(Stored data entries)
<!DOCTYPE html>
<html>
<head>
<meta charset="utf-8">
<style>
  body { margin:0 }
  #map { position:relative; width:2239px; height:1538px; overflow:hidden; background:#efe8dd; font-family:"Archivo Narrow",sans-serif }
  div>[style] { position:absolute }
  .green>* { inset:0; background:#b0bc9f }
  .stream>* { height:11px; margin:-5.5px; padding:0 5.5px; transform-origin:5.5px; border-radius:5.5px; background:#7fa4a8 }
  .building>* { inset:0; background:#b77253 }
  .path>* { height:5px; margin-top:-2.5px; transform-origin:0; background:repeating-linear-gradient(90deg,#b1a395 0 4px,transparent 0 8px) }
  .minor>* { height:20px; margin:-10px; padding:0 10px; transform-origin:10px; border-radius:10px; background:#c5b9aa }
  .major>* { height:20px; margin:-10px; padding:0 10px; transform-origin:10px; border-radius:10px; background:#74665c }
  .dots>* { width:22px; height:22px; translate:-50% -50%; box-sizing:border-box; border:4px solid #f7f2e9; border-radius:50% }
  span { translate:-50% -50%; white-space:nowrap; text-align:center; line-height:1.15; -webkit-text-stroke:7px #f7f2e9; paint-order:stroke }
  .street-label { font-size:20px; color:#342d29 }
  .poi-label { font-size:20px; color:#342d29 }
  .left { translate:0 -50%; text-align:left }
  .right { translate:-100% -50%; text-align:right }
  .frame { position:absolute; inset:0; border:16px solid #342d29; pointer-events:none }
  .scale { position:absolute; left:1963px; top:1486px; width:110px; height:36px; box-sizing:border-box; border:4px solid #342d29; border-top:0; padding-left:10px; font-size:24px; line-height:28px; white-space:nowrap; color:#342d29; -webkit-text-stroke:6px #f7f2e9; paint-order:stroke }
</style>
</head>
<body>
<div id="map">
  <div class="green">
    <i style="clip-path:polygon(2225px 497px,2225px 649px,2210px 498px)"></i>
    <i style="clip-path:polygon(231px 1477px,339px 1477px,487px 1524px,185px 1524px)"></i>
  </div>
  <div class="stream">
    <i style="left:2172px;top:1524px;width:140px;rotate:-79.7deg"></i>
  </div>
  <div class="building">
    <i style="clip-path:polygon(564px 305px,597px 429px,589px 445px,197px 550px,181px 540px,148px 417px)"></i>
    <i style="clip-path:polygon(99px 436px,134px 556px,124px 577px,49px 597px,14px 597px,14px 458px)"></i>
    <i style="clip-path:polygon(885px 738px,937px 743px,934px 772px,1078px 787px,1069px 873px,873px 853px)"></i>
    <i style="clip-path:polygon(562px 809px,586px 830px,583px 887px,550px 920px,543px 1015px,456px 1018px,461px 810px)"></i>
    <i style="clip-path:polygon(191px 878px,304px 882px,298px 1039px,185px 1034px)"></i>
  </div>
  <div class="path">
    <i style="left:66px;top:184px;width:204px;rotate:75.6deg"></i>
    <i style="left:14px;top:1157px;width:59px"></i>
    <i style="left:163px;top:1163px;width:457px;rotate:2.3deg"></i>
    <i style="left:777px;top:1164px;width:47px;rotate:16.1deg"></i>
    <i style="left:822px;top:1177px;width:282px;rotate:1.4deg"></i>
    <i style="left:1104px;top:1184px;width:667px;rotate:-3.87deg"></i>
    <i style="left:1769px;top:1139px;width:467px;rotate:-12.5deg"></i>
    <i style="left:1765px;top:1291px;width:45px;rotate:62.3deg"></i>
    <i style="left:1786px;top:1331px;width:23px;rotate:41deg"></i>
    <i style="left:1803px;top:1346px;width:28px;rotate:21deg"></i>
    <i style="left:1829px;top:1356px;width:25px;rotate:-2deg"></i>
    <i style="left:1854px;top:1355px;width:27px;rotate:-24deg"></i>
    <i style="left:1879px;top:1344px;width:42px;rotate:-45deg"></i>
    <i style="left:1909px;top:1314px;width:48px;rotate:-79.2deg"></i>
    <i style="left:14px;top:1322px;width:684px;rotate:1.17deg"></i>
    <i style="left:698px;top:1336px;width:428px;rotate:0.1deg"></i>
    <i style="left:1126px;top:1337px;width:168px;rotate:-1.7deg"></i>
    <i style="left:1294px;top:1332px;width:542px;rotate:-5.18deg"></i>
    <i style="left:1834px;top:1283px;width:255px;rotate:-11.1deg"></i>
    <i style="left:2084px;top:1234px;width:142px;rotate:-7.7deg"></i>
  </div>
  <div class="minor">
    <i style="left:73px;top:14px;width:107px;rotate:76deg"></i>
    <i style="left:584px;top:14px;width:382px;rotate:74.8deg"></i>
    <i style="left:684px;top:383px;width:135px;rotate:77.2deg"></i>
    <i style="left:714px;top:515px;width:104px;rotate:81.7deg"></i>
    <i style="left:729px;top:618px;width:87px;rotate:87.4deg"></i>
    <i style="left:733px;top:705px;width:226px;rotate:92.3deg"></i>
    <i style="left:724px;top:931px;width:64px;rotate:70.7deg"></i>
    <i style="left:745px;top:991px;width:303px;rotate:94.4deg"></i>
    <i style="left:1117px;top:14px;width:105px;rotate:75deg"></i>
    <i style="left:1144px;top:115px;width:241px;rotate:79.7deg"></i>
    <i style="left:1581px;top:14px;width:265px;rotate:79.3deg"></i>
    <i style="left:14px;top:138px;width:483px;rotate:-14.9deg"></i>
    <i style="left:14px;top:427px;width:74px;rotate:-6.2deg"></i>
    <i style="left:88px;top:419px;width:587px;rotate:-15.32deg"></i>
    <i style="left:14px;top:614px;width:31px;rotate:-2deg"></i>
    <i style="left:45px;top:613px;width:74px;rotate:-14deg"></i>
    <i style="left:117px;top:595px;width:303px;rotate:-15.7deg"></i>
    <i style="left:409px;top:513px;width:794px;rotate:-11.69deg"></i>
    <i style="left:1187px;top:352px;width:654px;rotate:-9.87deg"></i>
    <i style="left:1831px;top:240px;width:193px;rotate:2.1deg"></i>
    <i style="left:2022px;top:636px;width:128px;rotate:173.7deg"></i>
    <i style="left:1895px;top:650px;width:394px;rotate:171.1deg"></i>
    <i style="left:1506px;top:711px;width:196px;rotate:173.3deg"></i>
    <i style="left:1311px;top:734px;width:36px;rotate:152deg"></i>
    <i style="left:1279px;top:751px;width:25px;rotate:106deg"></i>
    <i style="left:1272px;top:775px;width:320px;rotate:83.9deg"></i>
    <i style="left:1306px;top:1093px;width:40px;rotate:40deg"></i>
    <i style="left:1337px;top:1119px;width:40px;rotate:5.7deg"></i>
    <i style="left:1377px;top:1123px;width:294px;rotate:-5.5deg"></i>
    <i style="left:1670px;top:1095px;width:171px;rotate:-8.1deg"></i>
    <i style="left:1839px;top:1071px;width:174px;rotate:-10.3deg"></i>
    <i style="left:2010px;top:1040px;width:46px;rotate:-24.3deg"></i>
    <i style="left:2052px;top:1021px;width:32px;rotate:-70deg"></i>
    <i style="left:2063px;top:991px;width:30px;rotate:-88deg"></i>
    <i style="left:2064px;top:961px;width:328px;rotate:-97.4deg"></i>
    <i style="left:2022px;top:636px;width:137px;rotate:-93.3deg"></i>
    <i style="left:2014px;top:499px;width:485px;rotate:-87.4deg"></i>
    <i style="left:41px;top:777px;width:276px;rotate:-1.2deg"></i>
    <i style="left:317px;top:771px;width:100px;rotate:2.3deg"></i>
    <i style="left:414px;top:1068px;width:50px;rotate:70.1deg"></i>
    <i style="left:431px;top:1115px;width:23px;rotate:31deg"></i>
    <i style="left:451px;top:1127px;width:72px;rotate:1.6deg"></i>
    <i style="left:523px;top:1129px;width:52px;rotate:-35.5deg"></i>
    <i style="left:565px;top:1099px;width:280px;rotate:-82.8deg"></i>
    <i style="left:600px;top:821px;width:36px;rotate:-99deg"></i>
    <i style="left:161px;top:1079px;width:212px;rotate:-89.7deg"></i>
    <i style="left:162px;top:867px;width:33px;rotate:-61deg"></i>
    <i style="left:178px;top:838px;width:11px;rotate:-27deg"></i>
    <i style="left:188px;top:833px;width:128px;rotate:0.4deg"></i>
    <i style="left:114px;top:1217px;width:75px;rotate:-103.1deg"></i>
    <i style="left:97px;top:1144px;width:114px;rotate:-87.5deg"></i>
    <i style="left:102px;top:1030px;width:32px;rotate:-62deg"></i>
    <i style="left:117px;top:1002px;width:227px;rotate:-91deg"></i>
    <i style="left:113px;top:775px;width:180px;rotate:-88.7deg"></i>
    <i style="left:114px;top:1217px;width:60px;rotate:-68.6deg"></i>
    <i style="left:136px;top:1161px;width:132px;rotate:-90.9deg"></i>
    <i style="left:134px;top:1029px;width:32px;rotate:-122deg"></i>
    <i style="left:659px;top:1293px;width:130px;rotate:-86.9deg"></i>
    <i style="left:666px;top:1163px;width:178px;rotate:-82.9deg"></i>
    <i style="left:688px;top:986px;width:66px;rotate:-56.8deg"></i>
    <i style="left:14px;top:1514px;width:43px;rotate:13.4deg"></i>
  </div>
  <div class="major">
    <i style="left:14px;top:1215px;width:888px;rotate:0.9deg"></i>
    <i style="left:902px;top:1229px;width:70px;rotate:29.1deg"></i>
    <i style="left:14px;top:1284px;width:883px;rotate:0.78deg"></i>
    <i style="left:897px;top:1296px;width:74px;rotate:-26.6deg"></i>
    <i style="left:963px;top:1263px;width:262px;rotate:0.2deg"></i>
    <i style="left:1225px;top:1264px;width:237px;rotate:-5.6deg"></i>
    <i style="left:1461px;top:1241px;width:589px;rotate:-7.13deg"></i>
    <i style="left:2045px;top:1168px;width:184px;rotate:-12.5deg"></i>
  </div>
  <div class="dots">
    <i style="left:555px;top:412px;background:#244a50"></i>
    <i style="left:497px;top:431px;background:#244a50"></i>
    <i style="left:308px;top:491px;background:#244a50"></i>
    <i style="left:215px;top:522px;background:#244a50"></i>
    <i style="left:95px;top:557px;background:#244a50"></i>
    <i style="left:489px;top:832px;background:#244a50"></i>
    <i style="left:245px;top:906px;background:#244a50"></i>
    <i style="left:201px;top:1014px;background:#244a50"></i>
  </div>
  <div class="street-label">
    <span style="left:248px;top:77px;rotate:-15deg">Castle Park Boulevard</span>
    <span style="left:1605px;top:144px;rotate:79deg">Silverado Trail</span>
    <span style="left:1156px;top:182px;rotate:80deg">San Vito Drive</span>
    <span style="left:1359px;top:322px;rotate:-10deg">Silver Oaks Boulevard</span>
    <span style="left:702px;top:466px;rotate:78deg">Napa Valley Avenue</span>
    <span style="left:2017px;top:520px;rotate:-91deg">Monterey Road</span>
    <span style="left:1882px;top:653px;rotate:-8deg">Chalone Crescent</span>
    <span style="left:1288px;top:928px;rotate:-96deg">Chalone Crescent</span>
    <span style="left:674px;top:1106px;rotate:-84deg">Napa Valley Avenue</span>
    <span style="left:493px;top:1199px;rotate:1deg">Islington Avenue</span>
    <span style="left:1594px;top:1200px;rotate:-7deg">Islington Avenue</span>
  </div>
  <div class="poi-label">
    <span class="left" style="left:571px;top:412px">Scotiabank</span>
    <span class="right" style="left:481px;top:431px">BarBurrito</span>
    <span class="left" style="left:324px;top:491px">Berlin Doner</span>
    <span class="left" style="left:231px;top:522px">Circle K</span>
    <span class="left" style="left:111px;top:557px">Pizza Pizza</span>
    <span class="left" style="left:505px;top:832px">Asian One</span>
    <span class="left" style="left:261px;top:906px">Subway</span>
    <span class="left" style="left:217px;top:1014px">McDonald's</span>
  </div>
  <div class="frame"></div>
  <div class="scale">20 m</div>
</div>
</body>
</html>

# TO DO:
Scan the lines above, and whenever one holds the string "stream", copy it.

# ANSWER TO THIS TASK:
  .stream>* { height:11px; margin:-5.5px; padding:0 5.5px; transform-origin:5.5px; border-radius:5.5px; background:#7fa4a8 }
  <div class="stream">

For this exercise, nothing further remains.